Workplace Stress

Sponsored by NSF

Workplace stress has been identified as the health epidemic of the 21st century. Among office workers, stress is one of the most common reasons for missing work (absenteeism) and a leading cause of underperformance while at work (presenteeism). Moreover, in the U.S., there are 81 million office workers who spend 75% or more of their day working at a desk. Unfortunately, increased daily sitting time is linked to significant health conditions, including cardiovascular diseases and diabetes. Multiple other health-related issues arise in these workers due to poor ergonomic habits. Health conditions are further exacerbated by building-level control of environmental conditions, most specifically lighting and temperature.

Advancing sensing technologies and computational techniques, including machine learning and artificial intelligence, provide opportunities for us to evaluate individualized mechanisms of these health and well-being concerns, monitor changes and impacts over time, and provide precise just-in-time notifications or automated adjustments. Our transdisciplinary team which includes occupational scientists, psychologists, civil and environmental engineers, electrical engineers, and computer scientists is working on various projects focused on leveraging these technologies to promote positive worker health, well-being, and performance within the workplace.

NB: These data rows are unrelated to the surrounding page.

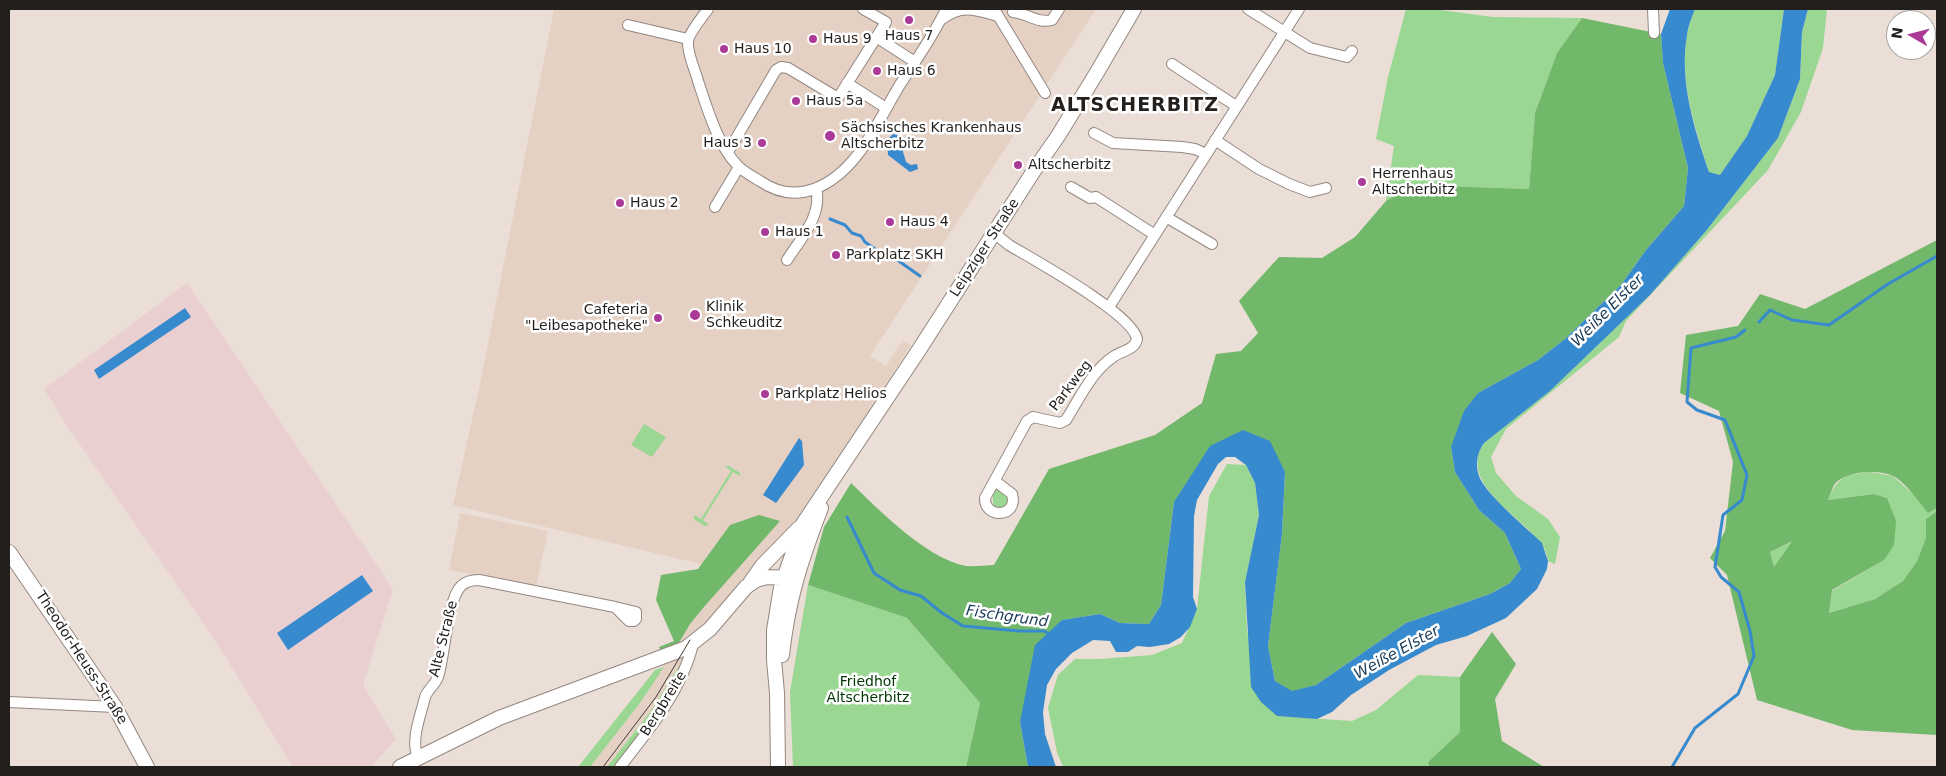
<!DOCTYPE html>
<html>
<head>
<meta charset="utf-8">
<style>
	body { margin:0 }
	#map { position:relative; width:1946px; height:776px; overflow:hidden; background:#ebded6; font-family:"DejaVu Sans",sans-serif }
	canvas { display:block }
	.frame { position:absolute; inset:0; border:10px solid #231f1c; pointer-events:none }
	.north { position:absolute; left:1886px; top:10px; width:50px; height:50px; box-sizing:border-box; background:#fff; border:1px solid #a7a5a4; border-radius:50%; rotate:278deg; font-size:14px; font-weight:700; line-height:20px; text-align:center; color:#231f1c }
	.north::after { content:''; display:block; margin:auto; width:18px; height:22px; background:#aa3a96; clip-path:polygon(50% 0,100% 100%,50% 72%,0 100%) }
</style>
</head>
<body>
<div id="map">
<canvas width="1946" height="776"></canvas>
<div class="frame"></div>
<div class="north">N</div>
</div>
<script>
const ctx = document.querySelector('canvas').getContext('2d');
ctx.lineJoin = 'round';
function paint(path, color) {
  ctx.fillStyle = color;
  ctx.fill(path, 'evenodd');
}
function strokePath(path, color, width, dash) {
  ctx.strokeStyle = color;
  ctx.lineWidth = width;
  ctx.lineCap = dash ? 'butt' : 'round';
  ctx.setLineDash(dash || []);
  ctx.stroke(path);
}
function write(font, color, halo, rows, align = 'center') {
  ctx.font = font + ' "DejaVu Sans",sans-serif';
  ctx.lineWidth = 5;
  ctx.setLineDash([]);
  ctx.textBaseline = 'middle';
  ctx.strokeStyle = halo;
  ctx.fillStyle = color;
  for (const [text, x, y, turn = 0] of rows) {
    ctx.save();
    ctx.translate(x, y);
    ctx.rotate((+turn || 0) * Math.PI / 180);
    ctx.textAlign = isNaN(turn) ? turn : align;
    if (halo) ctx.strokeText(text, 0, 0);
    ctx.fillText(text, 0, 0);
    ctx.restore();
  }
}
paint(new Path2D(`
	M187 283 393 589 363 685 396 739 373 765 368 767H293L213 637 67 426 44 389Z`), '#eacfd1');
paint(new Path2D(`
	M554 9H1096L870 356 886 366 903 340 911 345 813 501 683 660 651 711 607 767H590L640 703 690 624 734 572 453 505 480 384Z
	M460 513 548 531 536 587 449 570Z`), '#e5d0c4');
paint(new Path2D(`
	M1406 9H1433L1493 17 1582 18 1557 53 1535 113 1529 189 1415 185 1386 201 1394 146 1376 139 1388 77Z
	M1695 9H1784L1775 75 1747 136 1720 176 1709 172C1695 127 1679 82 1687 35 1688 26 1692 17 1695 9Z
	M1808 9H1827L1823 48 1801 112 1768 170 1626 321 1619 337 1506 429 1491 457 1496 473 1516 496 1548 519 1560 537 1555 564 1548 561C1547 554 1545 548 1541 543 1520 516 1457 482 1484 443L1550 391 1650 295 1706 231 1778 138 1800 79 1802 32Z
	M644 424 666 437 652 457 631 445Z
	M1227 464 1246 465 1255 483 1259 515 1245 582 1247 632 1278 716 1352 721 1376 710 1418 675 1460 677V732L1428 762 1429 767H1063L1057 752 1048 708 1058 675 1075 659H1099L1152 655 1182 643 1197 609 1209 496Z
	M725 466H729L740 473V476L733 472 703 520 709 525 705 526 694 519V515L701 519 731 471Z
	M1871 472 1893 476 1918 499 1928 513 1937 508V511L1926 519V538L1917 561 1903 581 1875 599 1829 613 1832 591 1884 560 1887 498 1874 494 1828 500C1839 475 1845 475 1871 472Z
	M996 489 1006 494 1010 500 1008 506 997 510 993 504V494Z
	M1792 542 1774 568 1770 552Z
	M808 585 907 618 980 703 966 767H793L790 692Z
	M683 660 685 663 651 720 616 767H607L651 711Z
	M664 667 640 703 590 767H578L655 670Z`), '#99d792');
paint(new Path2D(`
	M1582 18 1661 34 1663 63 1688 168 1684 206 1646 250 1621 285 1565 339 1538 360 1478 393 1451 447 1455 472 1479 510 1505 533 1521 569 1510 583 1490 594 1406 623 1316 685 1292 692 1275 681 1268 646 1282 534 1285 472 1243 430 1174 502 1161 605 1149 624 1120 623 1100 614 1062 620 1020 722 1028 767H966L980 703 907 618 808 585 824 527 851 483C879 510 927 559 966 566 975 567 985 565 994 565L1049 469 1155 435 1202 403 1216 354 1241 351 1258 333 1239 301 1279 257 1322 258 1355 237 1386 201 1415 185 1529 189 1535 113 1557 53Z
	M1937 240V508L1928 513C1921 504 1903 480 1893 476 1878 469 1844 471 1834 485 1832 490 1830 495 1828 500L1874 494 1887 498 1896 521 1894 545 1884 560 1832 590 1829 613 1875 599 1903 581 1917 561 1926 538V519L1937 511V735L1852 730 1757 700 1727 575 1710 558 1725 531 1733 462 1719 411 1680 393 1686 335 1738 326 1760 294 1805 309ZM1791 542V543L1774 567 1770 552Z
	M759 515 780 521 704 607 690 624 677 646 661 652 659 647 674 641 656 600 661 575 698 569 730 525Z
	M1492 632 1516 664 1495 699 1502 741 1544 767H1429L1428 762 1460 732V677Z`), '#71b86b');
paint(new Path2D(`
	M1670 9H1695C1692 17 1688 26 1687 35 1679 81 1694 128 1709 172L1720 175 1747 136 1775 75 1784 9H1808L1802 32 1800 79 1778 138 1706 231 1650 295 1550 391 1484 443C1477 453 1475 464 1479 476 1486 495 1527 528 1542 543L1548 561 1547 569 1537 589 1506 618 1467 636 1436 645 1389 670 1351 695 1332 712 1317 719 1277 716 1261 702 1251 687 1245 582 1259 515 1255 483 1246 465 1235 457H1226L1218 464 1197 500 1194 516 1193 597 1197 609 1190 627 1181 637 1169 644 1150 647 1137 646 1128 652H1116L1110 641 1093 640 1072 653 1056 669 1047 685 1043 712 1045 734 1056 767H1028L1020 722 1035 645 1062 620 1100 614 1120 623 1149 624 1161 605 1174 502 1210 446 1243 430 1270 441 1285 472 1282 534 1268 646 1275 681 1292 691 1316 685 1406 623 1490 594 1510 583 1521 569 1505 533 1479 510 1455 472 1451 447 1464 411 1478 393 1538 360 1565 339 1621 285 1646 250 1684 206 1688 168 1663 63 1661 34Z
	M893 134 903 136 904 145 903 152 906 162 911 165 917 164 918 169 910 172 888 155 887 140Z
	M185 308 191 317 99 379 94 370Z
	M799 438 802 441 804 465 776 503 763 495Z
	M362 575 373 591 288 650 277 633Z`), '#368acd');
strokePath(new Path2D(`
	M830 219 845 225 852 233 861 236 865 242 882 254 893 257 920 276
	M1759 322 1770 310 1792 320 1829 325 1888 284 1937 256
	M847 517 874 573 900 590 921 596 942 613 963 626 1019 631H1044L1052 635
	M1672 767 1695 728 1738 694 1754 656 1750 631 1739 592 1721 577 1715 567 1723 515 1742 500 1747 475 1725 420 1697 410 1687 402 1691 348 1736 337 1745 330`), '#368acd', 3);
const minor = new Path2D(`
	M708 9C703 16 689 33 688 41 687 54 695 69 698 81 707 108 718 146 738 166 744 172 753 177 760 181 776 192 795 196 814 189 858 173 878 120 901 83 917 59 934 35 946 9
	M994 9 1045 93
	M1248 9 1310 48 1347 57 1352 51
	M1653 9 1654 33
	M1013 12C1027 13 1038 24 1052 20L1059 9
	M942 19C962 4 976 10 998 16
	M628 25 688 39
	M876 37 915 62
	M1172 64 1236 106
	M847 83 886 108
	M1094 133 1113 143 1182 147 1195 149 1206 154
	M1215 140 1259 169 1289 184 1310 192 1326 188
	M728 152 776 70 781 67 788 68 838 98 886 22 863 9
	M1071 187 1090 198 1096 197 1155 235
	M715 207 739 167
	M1166 217 1212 244
	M994 233 1009 245C1034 260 1133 314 1137 339 1135 350 1121 351 1113 357 1091 372 1080 398 1066 420L1060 423 1033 417 1027 421 985 498C984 519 1019 518 1012 494L995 481
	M787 260C801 238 823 215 816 188
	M1109 307 1299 9
	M9 702 115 707
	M418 758C410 740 421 715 425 697 428 689 435 685 438 677 445 656 447 600 461 586 466 581 472 580 479 580L615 607 629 621H634L636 619V612L615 607
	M620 767C649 730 682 690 693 644`);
const tertiary = new Path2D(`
	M9 552 115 707 147 767
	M750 583 762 566 799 528
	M782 655C788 599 801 560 821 508
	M400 767 499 718 686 648 710 629 746 587 756 580 767 577 795 578
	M778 767 777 693 774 660V630L781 587 803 524 917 353 1035 169 1058 136 1096 74 1134 9`);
strokePath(minor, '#938780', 12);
strokePath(tertiary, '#938780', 16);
strokePath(minor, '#fff', 10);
strokePath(tertiary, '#fff', 14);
strokePath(new Path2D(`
	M603 767 656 697 690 640`), '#423c39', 1);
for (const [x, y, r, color] of [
	[909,20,5,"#aa3a96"],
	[813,39,5,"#aa3a96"],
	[724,49,5,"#aa3a96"],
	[877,71,5,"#aa3a96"],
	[796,101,5,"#aa3a96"],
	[830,136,6,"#aa3a96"],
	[762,143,5,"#aa3a96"],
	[1018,165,5,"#aa3a96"],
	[1362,182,5,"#aa3a96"],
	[620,203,5,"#aa3a96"],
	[890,222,5,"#aa3a96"],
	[765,232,5,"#aa3a96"],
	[836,255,5,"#aa3a96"],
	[695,315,6,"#aa3a96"],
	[658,318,5,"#aa3a96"],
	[765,394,5,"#aa3a96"]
]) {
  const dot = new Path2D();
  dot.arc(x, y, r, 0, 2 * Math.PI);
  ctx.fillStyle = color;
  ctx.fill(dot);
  strokePath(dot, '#fff', 2);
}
write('14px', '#231f1c', '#fff', [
	["Haus 7",909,36,"center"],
	["Haus 9",823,39],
	["Haus 10",734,49],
	["Haus 6",887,71],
	["Haus 5a",806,101],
	["Sächsisches Krankenhaus",841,128],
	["Altscherbitz",841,144],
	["Haus 3",752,143,"right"],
	["Altscherbitz",1028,165],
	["Herrenhaus",1372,174],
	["Altscherbitz",1372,190],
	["Haus 2",630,203],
	["Haus 4",900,222],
	["Haus 1",775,232],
	["Parkplatz SKH",846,255],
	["Klinik",706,307],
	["Schkeuditz",706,323],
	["Cafeteria",648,310,"right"],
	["\"Leibesapotheke\"",648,326,"right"],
	["Parkplatz Helios",775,394]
], 'left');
write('14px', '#231f1c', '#fff', [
	["Leipziger Straße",985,248,-57],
	["Parkweg",1071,386,-53],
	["Alte Straße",444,639,-76],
	["Theodor-Heuss-Straße",81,658,57],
	["Bergbreite",664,704,-58]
]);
write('14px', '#033602', '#fff', [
	["Friedhof",868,682],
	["Altscherbitz",868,698]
]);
write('italic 15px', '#1a3b58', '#fff', [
	["Weiße Elster",1608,311,-45],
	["Fischgrund",1007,617,8],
	["Weiße Elster",1397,653,-29]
]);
ctx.letterSpacing = '1px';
write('bold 19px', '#231f1c', '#fff', [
	["ALTSCHERBITZ",1135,106]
]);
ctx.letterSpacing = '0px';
</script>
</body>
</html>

Mapping Positive and Negtive Workplace Stress

Through our work, we aim to generate new analytic models to uncover and map the patterns and pathways that influence work-related stress to understand the primary contributing factors to stress across space and time. The project will develop methods for integrating different data types from the physical and social environment (e.g., temperature, lighting, conversational tones), physiology (e.g., heart rate data, electrodermal activity, movement), and personal experiences (e.g., ecologic momentary assessment) to identify patterns that inform personalized solutions for improving self-awareness and managing work-related health and well-being. We will develop individually contextualized understandings of stress among office workers using machine learning methods that incorporate heterogeneous and noisy multimodal data streams at multiple temporal resolutions while enabling the unsupervised discovery of behavioral routines.